Notwithstanding continued uncertainty about responsibility for the bombing in Bulgaria, we ought to pay attention to Netanyahu's blurt that “This is a global Iranian terror onslaught and Israel will react firmly to it,” for two reasons. One is that Iran may indeed be behind the attack, and it would be unsurprising if it is. Israel has been waging a covert war against Iran that has included, among other actions, multiple assassinations of Iranian scientists. The Israeli attacks have entailed terrorism in the purest sense of the word, in that they have been designed not just to hurt directly the Iranian nuclear effort but to intimidate other scientists from working for the program. Iran evidently has tried to respond with attacks in foreign countries against Israeli diplomats with methods that, to make the tit-for-tat nature of the terrorism explicit, mimicked the methods the Israelis used. The very limited nature of the Iranians' success makes it plausible that they may have decided to go for an Israeli target that was even softer and less protected than a diplomat.

The other reason to pay attention to Netanyahu's bellicose response is that he may be looking for excuses to up the ante and the heat no matter who ultimately turns out to be responsible for the attack in Bulgaria. The current uncertainty about responsibility may even be a motivation to act sooner rather than later, before the investigation of the bombing might start to point in a direction other than Iran. His action may take the form of an escalation of Israel's terrorism campaign, which would further increase the danger of a covert war becoming an expanding overt one.

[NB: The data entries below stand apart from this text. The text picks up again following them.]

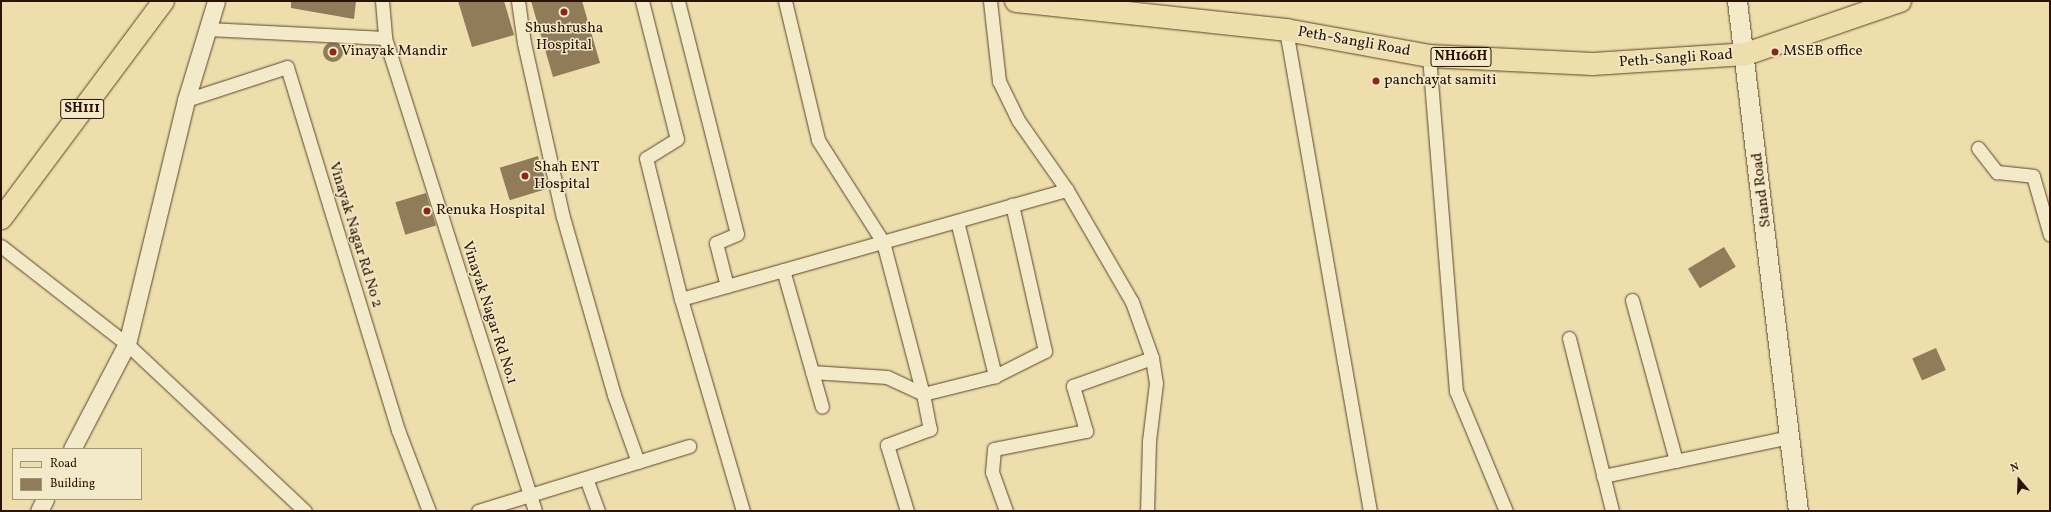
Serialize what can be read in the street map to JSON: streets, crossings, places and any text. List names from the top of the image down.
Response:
{
  "streets": {
    "highway": ["Peth-Sangli Road", "NH166H"],
    "main road": ["SH111", "Stand Road"],
    "street": ["Vinayak Nagar Rd No 2", "Vinayak Nagar Rd No.1"]
  },
  "crossings": [
    ["Peth-Sangli Road", "Stand Road"]
  ],
  "places": [
    "Shushrusha Hospital",
    "Vinayak Mandir",
    "MSEB office",
    "panchayat samiti",
    "Shah ENT Hospital",
    "Renuka Hospital"
  ],
  "legend": ["Road", "Building"],
  "north": "top"
}
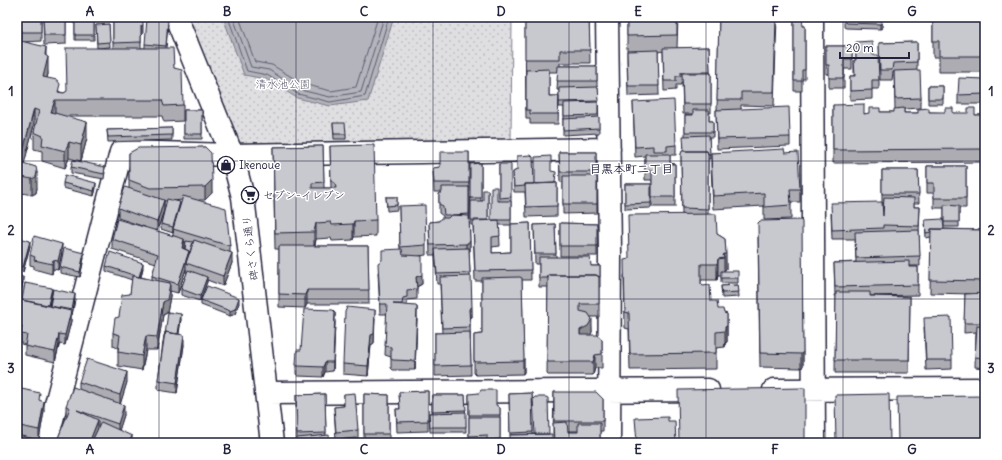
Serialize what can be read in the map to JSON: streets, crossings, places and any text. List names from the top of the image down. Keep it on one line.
{"streets":{"street":["碑さくら通り"]},"districts":["目黒本町二丁目"],"parks":["清水池公園"],"places":{"shop":["Ikenoue"],"supermarket":["セブン-イレブン"]},"scale_bar":"20 m","grid":{"columns":["A","B","C","D","E","F","G"],"rows":["1","2","3"]}}
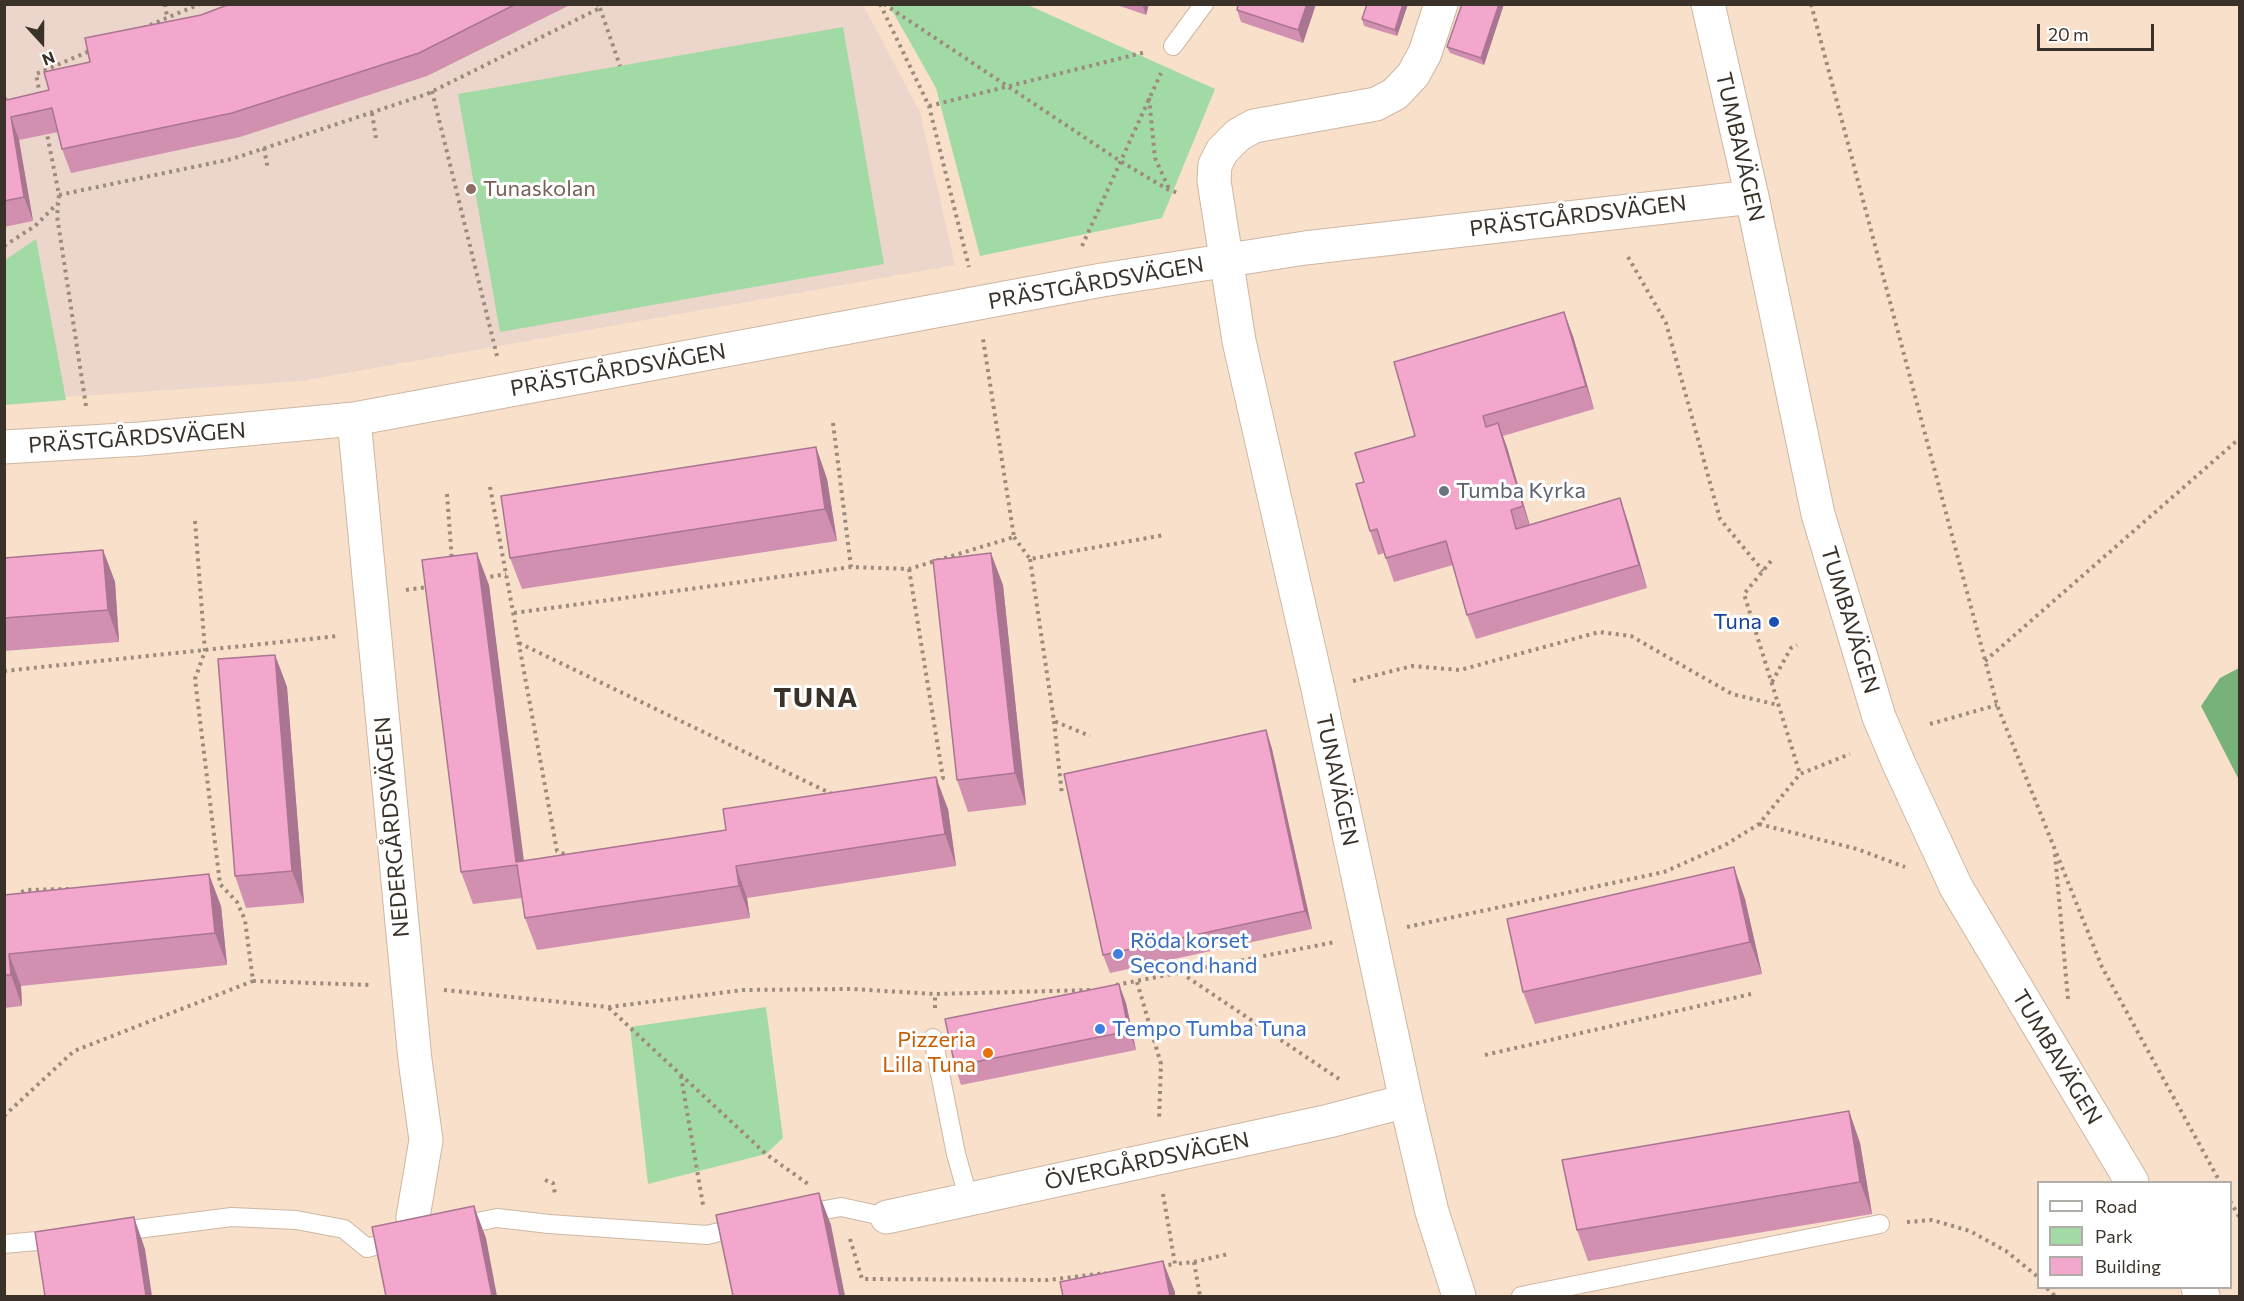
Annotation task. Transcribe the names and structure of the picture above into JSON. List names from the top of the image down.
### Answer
{
  "streets": {
    "street": [
      "TUMBAVÄGEN",
      "PRÄSTGÅRDSVÄGEN",
      "TUNAVÄGEN",
      "NEDERGÅRDSVÄGEN",
      "ÖVERGÅRDSVÄGEN"
    ]
  },
  "crossings": [
    ["TUMBAVÄGEN", "PRÄSTGÅRDSVÄGEN"],
    ["PRÄSTGÅRDSVÄGEN", "TUNAVÄGEN"],
    ["PRÄSTGÅRDSVÄGEN", "NEDERGÅRDSVÄGEN"],
    ["TUNAVÄGEN", "ÖVERGÅRDSVÄGEN"]
  ],
  "districts": ["TUNA"],
  "places": [
    "Tunaskolan",
    "Tumba Kyrka",
    "Tuna",
    "Röda korset Second hand",
    "Tempo Tumba Tuna",
    "Pizzeria Lilla Tuna"
  ],
  "legend": ["Road", "Park", "Building"],
  "scale_bar": "20 m",
  "north": "bottom"
}
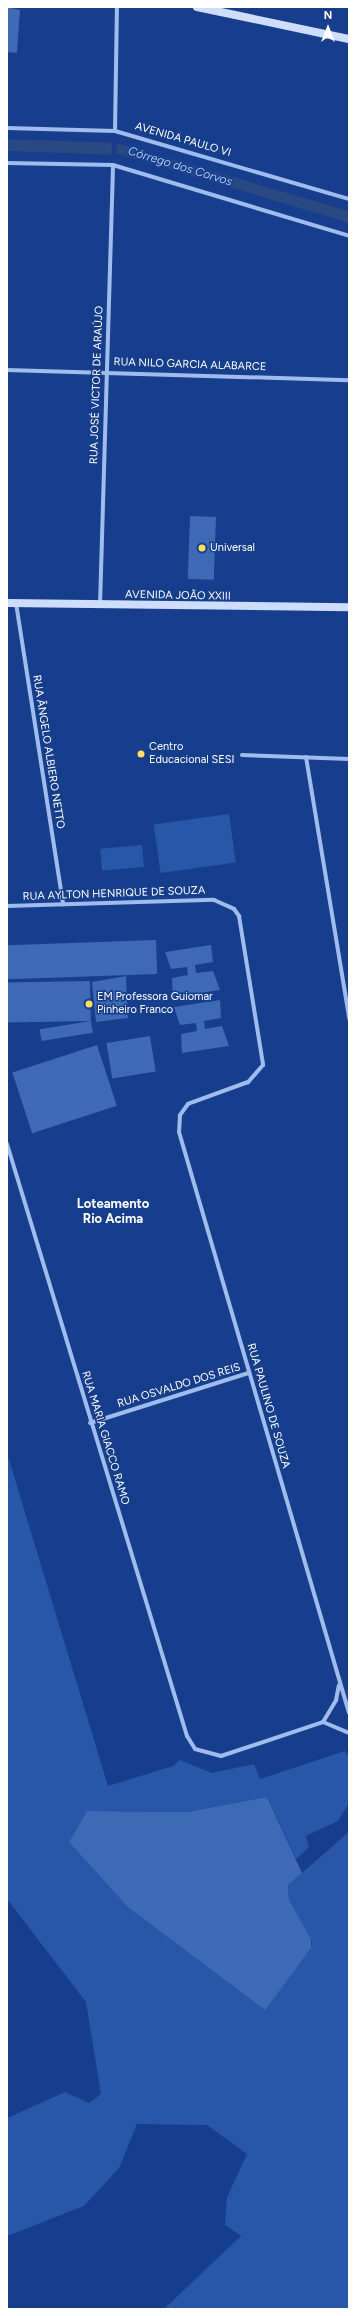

Although the chance of war with Iran gets attention among policy cognoscenti in Washington, the danger is underappreciated among the American public. The presidential election campaign isn't helping and instead is making things worse. President Obama apparently has opted to try to keep a lid on the Iranian nuclear issue through election day rather than resolving it. Mitt Romney, in trying to score points against the president, only tells us that we ought to be more afraid of an Iranian nuclear weapon than a new war in the Middle East. This raises the question of how such fear, of a still nonexistent weapon in the hands of a second-rate power on the other side of the globe, is consistent with the vision of a proud and powerful America that one hears in the rest of his message.

The danger of a war needs to be taken seriously. That means using those sanctions we have piled on Iran as leverage, which is not how we have used them so far, to make possible a nuclear agreement with Tehran. It means emphasizing communications and procedures in the Persian Gulf that will minimize the chance of an escalation-prone incident, rather than merely bringing in more sabers and rattling them more loudly. And it means distancing and dissociating the United States as much as possible from destructive and destabilizing actions by Israel.